• **Problem to work on**
Below are some records; return all of them exactly as they are.

• **Dataset entries**
=== Begin Enclosure ===
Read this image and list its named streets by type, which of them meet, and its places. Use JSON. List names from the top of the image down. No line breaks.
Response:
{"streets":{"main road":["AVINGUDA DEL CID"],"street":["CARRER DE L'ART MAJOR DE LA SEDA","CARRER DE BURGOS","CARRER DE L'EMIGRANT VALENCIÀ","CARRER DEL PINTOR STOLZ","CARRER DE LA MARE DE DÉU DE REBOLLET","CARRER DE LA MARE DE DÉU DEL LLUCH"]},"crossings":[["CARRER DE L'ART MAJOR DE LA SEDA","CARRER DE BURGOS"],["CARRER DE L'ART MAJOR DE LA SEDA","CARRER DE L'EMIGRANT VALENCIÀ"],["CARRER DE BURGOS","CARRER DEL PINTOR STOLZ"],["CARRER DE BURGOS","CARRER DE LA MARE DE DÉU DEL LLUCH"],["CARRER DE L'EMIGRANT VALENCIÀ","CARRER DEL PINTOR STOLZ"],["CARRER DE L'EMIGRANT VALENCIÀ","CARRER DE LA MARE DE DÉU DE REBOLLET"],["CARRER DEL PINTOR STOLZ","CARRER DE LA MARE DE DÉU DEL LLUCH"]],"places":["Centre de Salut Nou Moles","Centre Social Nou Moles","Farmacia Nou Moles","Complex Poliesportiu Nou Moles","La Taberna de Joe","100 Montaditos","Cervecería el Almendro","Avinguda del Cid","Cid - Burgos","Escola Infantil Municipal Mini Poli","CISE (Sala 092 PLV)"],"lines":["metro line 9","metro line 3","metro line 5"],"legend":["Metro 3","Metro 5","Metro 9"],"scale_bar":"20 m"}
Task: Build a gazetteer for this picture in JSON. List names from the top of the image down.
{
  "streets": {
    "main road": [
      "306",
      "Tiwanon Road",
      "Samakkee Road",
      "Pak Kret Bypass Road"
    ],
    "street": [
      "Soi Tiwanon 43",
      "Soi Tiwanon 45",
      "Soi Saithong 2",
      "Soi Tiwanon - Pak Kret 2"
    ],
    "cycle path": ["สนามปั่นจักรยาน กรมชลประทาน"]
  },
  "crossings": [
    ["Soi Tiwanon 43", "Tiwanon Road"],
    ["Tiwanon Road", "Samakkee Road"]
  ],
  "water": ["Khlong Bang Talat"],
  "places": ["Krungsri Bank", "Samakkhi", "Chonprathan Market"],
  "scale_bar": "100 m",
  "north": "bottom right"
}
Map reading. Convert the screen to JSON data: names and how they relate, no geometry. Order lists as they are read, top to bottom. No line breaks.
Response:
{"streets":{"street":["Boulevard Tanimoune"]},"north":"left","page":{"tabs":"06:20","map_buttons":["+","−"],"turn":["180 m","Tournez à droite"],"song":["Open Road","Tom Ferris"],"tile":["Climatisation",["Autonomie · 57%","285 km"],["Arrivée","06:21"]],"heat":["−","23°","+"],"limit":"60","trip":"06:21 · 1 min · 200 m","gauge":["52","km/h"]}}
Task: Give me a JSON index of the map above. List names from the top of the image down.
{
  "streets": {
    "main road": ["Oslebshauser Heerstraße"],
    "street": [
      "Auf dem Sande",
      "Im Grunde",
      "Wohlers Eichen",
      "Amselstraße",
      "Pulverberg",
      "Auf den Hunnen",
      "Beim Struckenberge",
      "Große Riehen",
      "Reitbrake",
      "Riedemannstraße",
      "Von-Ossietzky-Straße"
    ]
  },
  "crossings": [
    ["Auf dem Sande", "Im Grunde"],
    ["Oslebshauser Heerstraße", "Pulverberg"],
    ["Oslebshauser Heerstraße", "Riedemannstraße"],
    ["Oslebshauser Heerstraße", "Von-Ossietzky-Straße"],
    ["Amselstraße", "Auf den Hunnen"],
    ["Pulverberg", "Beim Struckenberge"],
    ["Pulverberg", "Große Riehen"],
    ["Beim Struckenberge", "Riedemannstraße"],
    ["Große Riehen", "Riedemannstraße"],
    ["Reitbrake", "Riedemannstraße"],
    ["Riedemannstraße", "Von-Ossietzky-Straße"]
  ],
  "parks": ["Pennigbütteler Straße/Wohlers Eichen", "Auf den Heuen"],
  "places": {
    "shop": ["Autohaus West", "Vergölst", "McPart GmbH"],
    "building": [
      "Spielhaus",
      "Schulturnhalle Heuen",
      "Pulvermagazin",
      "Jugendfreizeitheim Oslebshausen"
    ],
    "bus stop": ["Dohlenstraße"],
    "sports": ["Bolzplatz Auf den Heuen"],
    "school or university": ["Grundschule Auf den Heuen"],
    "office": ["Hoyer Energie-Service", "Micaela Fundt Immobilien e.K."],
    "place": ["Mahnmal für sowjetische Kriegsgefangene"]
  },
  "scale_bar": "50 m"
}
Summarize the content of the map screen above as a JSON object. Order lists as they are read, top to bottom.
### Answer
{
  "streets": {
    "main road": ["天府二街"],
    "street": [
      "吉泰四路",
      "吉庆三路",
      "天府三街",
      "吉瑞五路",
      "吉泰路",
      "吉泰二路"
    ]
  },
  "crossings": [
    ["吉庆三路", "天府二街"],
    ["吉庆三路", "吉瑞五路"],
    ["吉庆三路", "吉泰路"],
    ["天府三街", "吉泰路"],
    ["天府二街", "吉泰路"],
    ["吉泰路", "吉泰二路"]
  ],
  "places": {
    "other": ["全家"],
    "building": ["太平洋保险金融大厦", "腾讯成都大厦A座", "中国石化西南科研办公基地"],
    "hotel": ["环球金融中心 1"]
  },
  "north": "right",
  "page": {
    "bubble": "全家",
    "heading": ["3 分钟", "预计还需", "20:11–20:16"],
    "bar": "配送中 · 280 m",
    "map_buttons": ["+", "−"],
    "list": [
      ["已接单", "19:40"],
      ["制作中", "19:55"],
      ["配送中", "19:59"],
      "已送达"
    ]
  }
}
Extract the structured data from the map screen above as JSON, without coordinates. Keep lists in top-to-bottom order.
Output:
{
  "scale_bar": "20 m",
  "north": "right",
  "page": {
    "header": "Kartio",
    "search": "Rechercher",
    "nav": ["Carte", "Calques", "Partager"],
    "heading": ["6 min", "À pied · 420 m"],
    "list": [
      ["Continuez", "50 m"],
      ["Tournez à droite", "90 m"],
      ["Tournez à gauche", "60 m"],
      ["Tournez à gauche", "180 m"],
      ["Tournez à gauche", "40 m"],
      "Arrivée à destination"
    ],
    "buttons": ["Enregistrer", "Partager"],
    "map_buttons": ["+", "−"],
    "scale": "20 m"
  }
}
=== End Enclosure ===
• **Solution for this problem**
Read this image and list its named streets by type, which of them meet, and its places. Use JSON. List names from the top of the image down. No line breaks.
Response:
{"streets":{"main road":["AVINGUDA DEL CID"],"street":["CARRER DE L'ART MAJOR DE LA SEDA","CARRER DE BURGOS","CARRER DE L'EMIGRANT VALENCIÀ","CARRER DEL PINTOR STOLZ","CARRER DE LA MARE DE DÉU DE REBOLLET","CARRER DE LA MARE DE DÉU DEL LLUCH"]},"crossings":[["CARRER DE L'ART MAJOR DE LA SEDA","CARRER DE BURGOS"],["CARRER DE L'ART MAJOR DE LA SEDA","CARRER DE L'EMIGRANT VALENCIÀ"],["CARRER DE BURGOS","CARRER DEL PINTOR STOLZ"],["CARRER DE BURGOS","CARRER DE LA MARE DE DÉU DEL LLUCH"],["CARRER DE L'EMIGRANT VALENCIÀ","CARRER DEL PINTOR STOLZ"],["CARRER DE L'EMIGRANT VALENCIÀ","CARRER DE LA MARE DE DÉU DE REBOLLET"],["CARRER DEL PINTOR STOLZ","CARRER DE LA MARE DE DÉU DEL LLUCH"]],"places":["Centre de Salut Nou Moles","Centre Social Nou Moles","Farmacia Nou Moles","Complex Poliesportiu Nou Moles","La Taberna de Joe","100 Montaditos","Cervecería el Almendro","Avinguda del Cid","Cid - Burgos","Escola Infantil Municipal Mini Poli","CISE (Sala 092 PLV)"],"lines":["metro line 9","metro line 3","metro line 5"],"legend":["Metro 3","Metro 5","Metro 9"],"scale_bar":"20 m"}
Task: Build a gazetteer for this picture in JSON. List names from the top of the image down.
{
  "streets": {
    "main road": [
      "306",
      "Tiwanon Road",
      "Samakkee Road",
      "Pak Kret Bypass Road"
    ],
    "street": [
      "Soi Tiwanon 43",
      "Soi Tiwanon 45",
      "Soi Saithong 2",
      "Soi Tiwanon - Pak Kret 2"
    ],
    "cycle path": ["สนามปั่นจักรยาน กรมชลประทาน"]
  },
  "crossings": [
    ["Soi Tiwanon 43", "Tiwanon Road"],
    ["Tiwanon Road", "Samakkee Road"]
  ],
  "water": ["Khlong Bang Talat"],
  "places": ["Krungsri Bank", "Samakkhi", "Chonprathan Market"],
  "scale_bar": "100 m",
  "north": "bottom right"
}
Map reading. Convert the screen to JSON data: names and how they relate, no geometry. Order lists as they are read, top to bottom. No line breaks.
Response:
{"streets":{"street":["Boulevard Tanimoune"]},"north":"left","page":{"tabs":"06:20","map_buttons":["+","−"],"turn":["180 m","Tournez à droite"],"song":["Open Road","Tom Ferris"],"tile":["Climatisation",["Autonomie · 57%","285 km"],["Arrivée","06:21"]],"heat":["−","23°","+"],"limit":"60","trip":"06:21 · 1 min · 200 m","gauge":["52","km/h"]}}
Task: Give me a JSON index of the map above. List names from the top of the image down.
{
  "streets": {
    "main road": ["Oslebshauser Heerstraße"],
    "street": [
      "Auf dem Sande",
      "Im Grunde",
      "Wohlers Eichen",
      "Amselstraße",
      "Pulverberg",
      "Auf den Hunnen",
      "Beim Struckenberge",
      "Große Riehen",
      "Reitbrake",
      "Riedemannstraße",
      "Von-Ossietzky-Straße"
    ]
  },
  "crossings": [
    ["Auf dem Sande", "Im Grunde"],
    ["Oslebshauser Heerstraße", "Pulverberg"],
    ["Oslebshauser Heerstraße", "Riedemannstraße"],
    ["Oslebshauser Heerstraße", "Von-Ossietzky-Straße"],
    ["Amselstraße", "Auf den Hunnen"],
    ["Pulverberg", "Beim Struckenberge"],
    ["Pulverberg", "Große Riehen"],
    ["Beim Struckenberge", "Riedemannstraße"],
    ["Große Riehen", "Riedemannstraße"],
    ["Reitbrake", "Riedemannstraße"],
    ["Riedemannstraße", "Von-Ossietzky-Straße"]
  ],
  "parks": ["Pennigbütteler Straße/Wohlers Eichen", "Auf den Heuen"],
  "places": {
    "shop": ["Autohaus West", "Vergölst", "McPart GmbH"],
    "building": [
      "Spielhaus",
      "Schulturnhalle Heuen",
      "Pulvermagazin",
      "Jugendfreizeitheim Oslebshausen"
    ],
    "bus stop": ["Dohlenstraße"],
    "sports": ["Bolzplatz Auf den Heuen"],
    "school or university": ["Grundschule Auf den Heuen"],
    "office": ["Hoyer Energie-Service", "Micaela Fundt Immobilien e.K."],
    "place": ["Mahnmal für sowjetische Kriegsgefangene"]
  },
  "scale_bar": "50 m"
}
Summarize the content of the map screen above as a JSON object. Order lists as they are read, top to bottom.
### Answer
{
  "streets": {
    "main road": ["天府二街"],
    "street": [
      "吉泰四路",
      "吉庆三路",
      "天府三街",
      "吉瑞五路",
      "吉泰路",
      "吉泰二路"
    ]
  },
  "crossings": [
    ["吉庆三路", "天府二街"],
    ["吉庆三路", "吉瑞五路"],
    ["吉庆三路", "吉泰路"],
    ["天府三街", "吉泰路"],
    ["天府二街", "吉泰路"],
    ["吉泰路", "吉泰二路"]
  ],
  "places": {
    "other": ["全家"],
    "building": ["太平洋保险金融大厦", "腾讯成都大厦A座", "中国石化西南科研办公基地"],
    "hotel": ["环球金融中心 1"]
  },
  "north": "right",
  "page": {
    "bubble": "全家",
    "heading": ["3 分钟", "预计还需", "20:11–20:16"],
    "bar": "配送中 · 280 m",
    "map_buttons": ["+", "−"],
    "list": [
      ["已接单", "19:40"],
      ["制作中", "19:55"],
      ["配送中", "19:59"],
      "已送达"
    ]
  }
}
Extract the structured data from the map screen above as JSON, without coordinates. Keep lists in top-to-bottom order.
Output:
{
  "scale_bar": "20 m",
  "north": "right",
  "page": {
    "header": "Kartio",
    "search": "Rechercher",
    "nav": ["Carte", "Calques", "Partager"],
    "heading": ["6 min", "À pied · 420 m"],
    "list": [
      ["Continuez", "50 m"],
      ["Tournez à droite", "90 m"],
      ["Tournez à gauche", "60 m"],
      ["Tournez à gauche", "180 m"],
      ["Tournez à gauche", "40 m"],
      "Arrivée à destination"
    ],
    "buttons": ["Enregistrer", "Partager"],
    "map_buttons": ["+", "−"],
    "scale": "20 m"
  }
}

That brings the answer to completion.